Freya Estreller started an art project that grew into a business.
She built business relationships and now manages a 70+ person team, and she's launching a new company in the food and beverage space.
She shares the lessons she's learned and why being your authentic self is the best way to start and manage your company.
-How Coolhaus went from an art project to a business
-Creating a powerful vision
-What it takes to build relationships and make opportunities happen
-Cherishing the journey
-Why feminism matters for women-owned businesses
-Why you learn as a boss to be very direct and honest
1. Whats your #1 Priority?
2. When someone asks you the question, what are you thinking about right now, what percent of the time do you answer totally honestly?
3. What scares you about your future?
4. Do you want to have kids and if so, why?
5. What would you call your autobiography?
My Top 4 Takeaways:
-Persistence, honesty/transparency, generosity, and hard work are the keys to get your foot in the door and turn a cold call into a warm quality relationship.
-It often takes 4-5 messages/attempts to get a response when making a cold call/email, so don't give up after 2-3 times!
-Take smart risks (like Freya did purchasing the ice cream truck and vending at Coachella)
-Be open to additional perspectives (which Freya used to shift Cool Haus' focus into the consumer goods space), and create a clear long term vision & exit plan.
More on Truth Challenge Question #2:
Usually when someone asks me, "what are you thinking about right now?" Its because they sense I am a) not present (which I feel was well addressed during the episode) or b) that the conversation evoked something in me and they can see it on my face or in my body language. Part a) is a lot easier to share with the person in my opinion (especially if I am thinking about work instead of being a good/active listener) but b) I find I more challenging, especially if my private conversation is something that I want to keep private (ie. when a past experience pops up in my head that I don't feel inclined to share).

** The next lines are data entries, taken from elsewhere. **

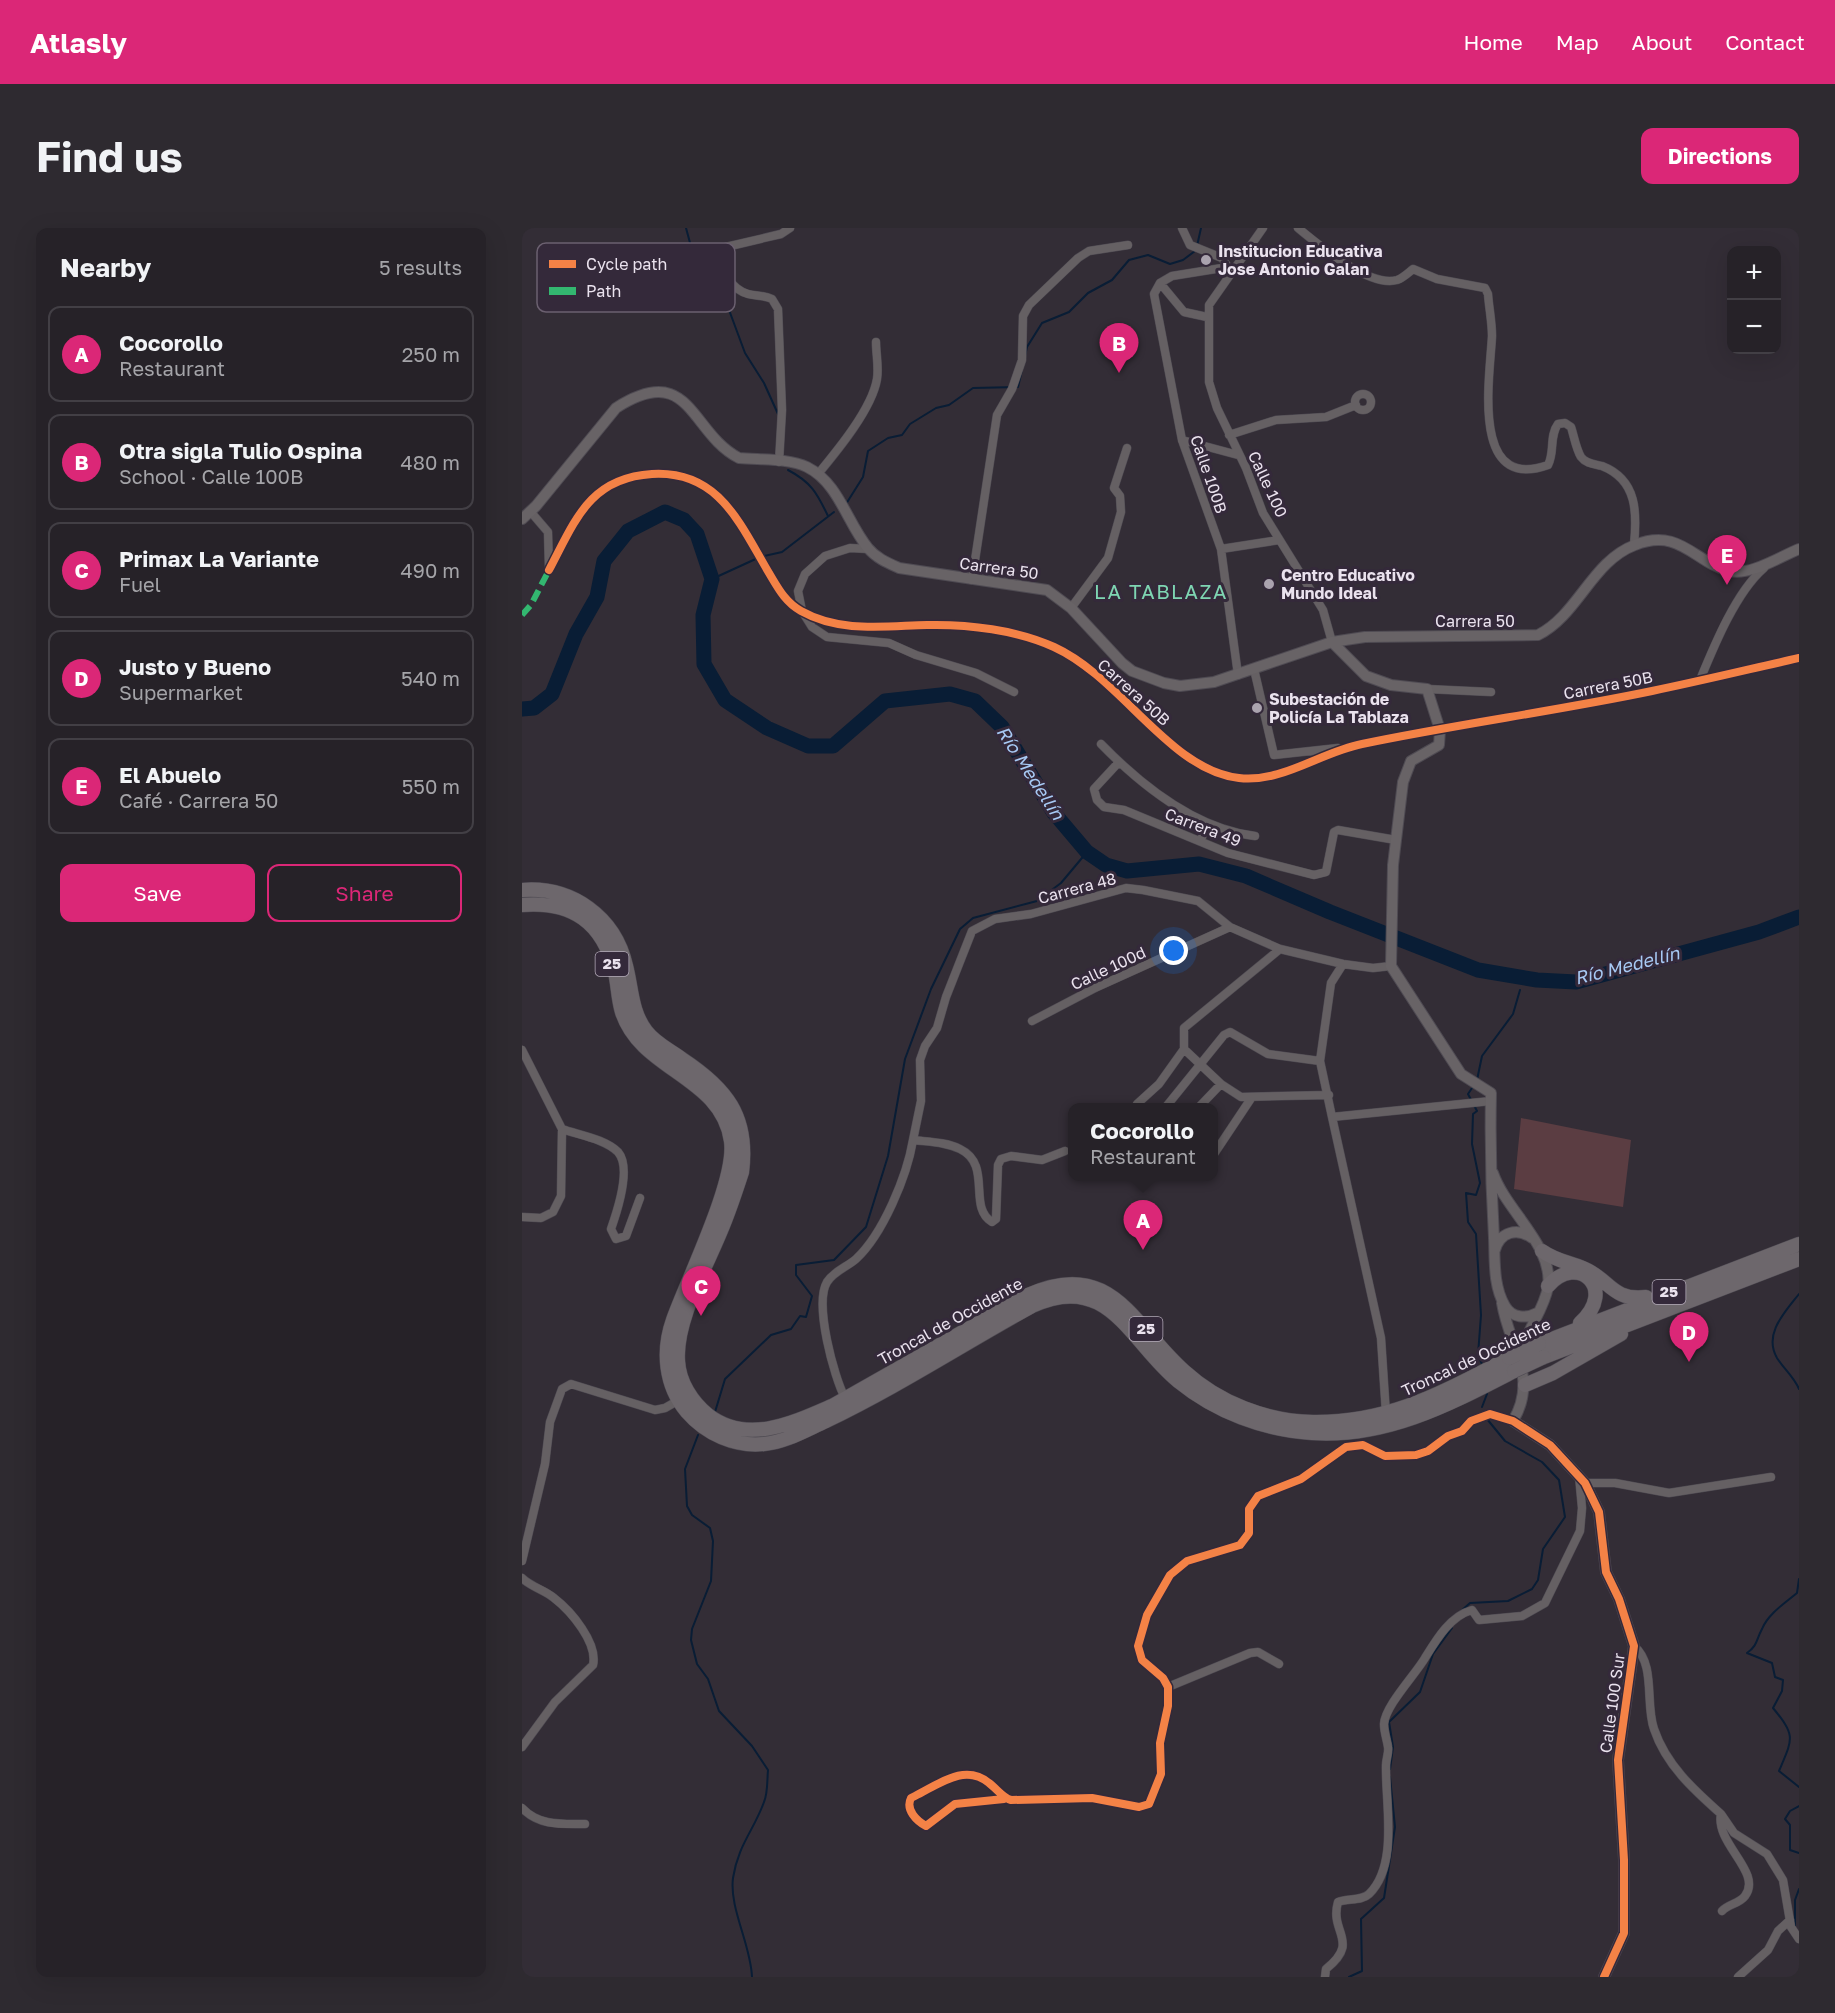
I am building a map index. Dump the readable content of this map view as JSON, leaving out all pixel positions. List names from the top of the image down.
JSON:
{
  "streets": {
    "highway": ["25", "Troncal de Occidente"],
    "street": [
      "Calle 100B",
      "Calle 100",
      "Carrera 50",
      "Carrera 50B",
      "Carrera 49",
      "Carrera 48",
      "Calle 100d",
      "Calle 100 Sur"
    ]
  },
  "crossings": [
    ["Calle 100B", "Carrera 50"],
    ["Calle 100", "Carrera 50"],
    ["Carrera 48", "Calle 100d"]
  ],
  "districts": ["LA TABLAZA"],
  "water": ["Río Medellín"],
  "places": ["Institucion Educativa Jose Antonio Galan", "Centro Educativo Mundo Ideal", "Subestación de Policía La Tablaza"],
  "legend": ["Cycle path", "Path"],
  "page": {
    "header": "Atlasly",
    "nav": [
      "Home",
      "Map",
      "About",
      "Contact"
    ],
    "buttons": [
      "Directions",
      ["Save", "Share"]
    ],
    "title": "Find us",
    "heading": ["Nearby", "5 results"],
    "map_buttons": ["+", "−"],
    "list": [
      {
        "mark": "A",
        "name": "Cocorollo",
        "note": "Restaurant",
        "value": "250 m"
      },
      {
        "mark": "B",
        "name": "Otra sigla Tulio Ospina",
        "note": "School · Calle 100B",
        "value": "480 m"
      },
      {
        "mark": "C",
        "name": "Primax La Variante",
        "note": "Fuel",
        "value": "490 m"
      },
      {
        "mark": "D",
        "name": "Justo y Bueno",
        "note": "Supermarket",
        "value": "540 m"
      },
      {
        "mark": "E",
        "name": "El Abuelo",
        "note": "Café · Carrera 50",
        "value": "550 m"
      }
    ],
    "pins": [
      "B",
      "E",
      "A",
      "C",
      "D"
    ],
    "popup": ["Cocorollo", "Restaurant"]
  }
}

In the context of authenticity, and my practice of it, this is an interesting and challenging question, because my personal gut reaction is to want to share it all & be transparent - which has historically led me to freeze up and either share what I wanted to keep private or literally say "nothing." So where is the line between sharing it all, and holding private thoughts to myself? After sitting with it, I have greater clarity that I shouldn't feel the need to share every last detail of a thought publicly, and when asked, know I can do a better job of simply stating my truth - without baring it all if I don't want (ie. "our conversation brought up an old memory," or "with all respect, it's a private thought," or I could go the playful route and say something such as "don't you wish you knew!" and then stand firm with whichever route I chose and move forward with the conversation.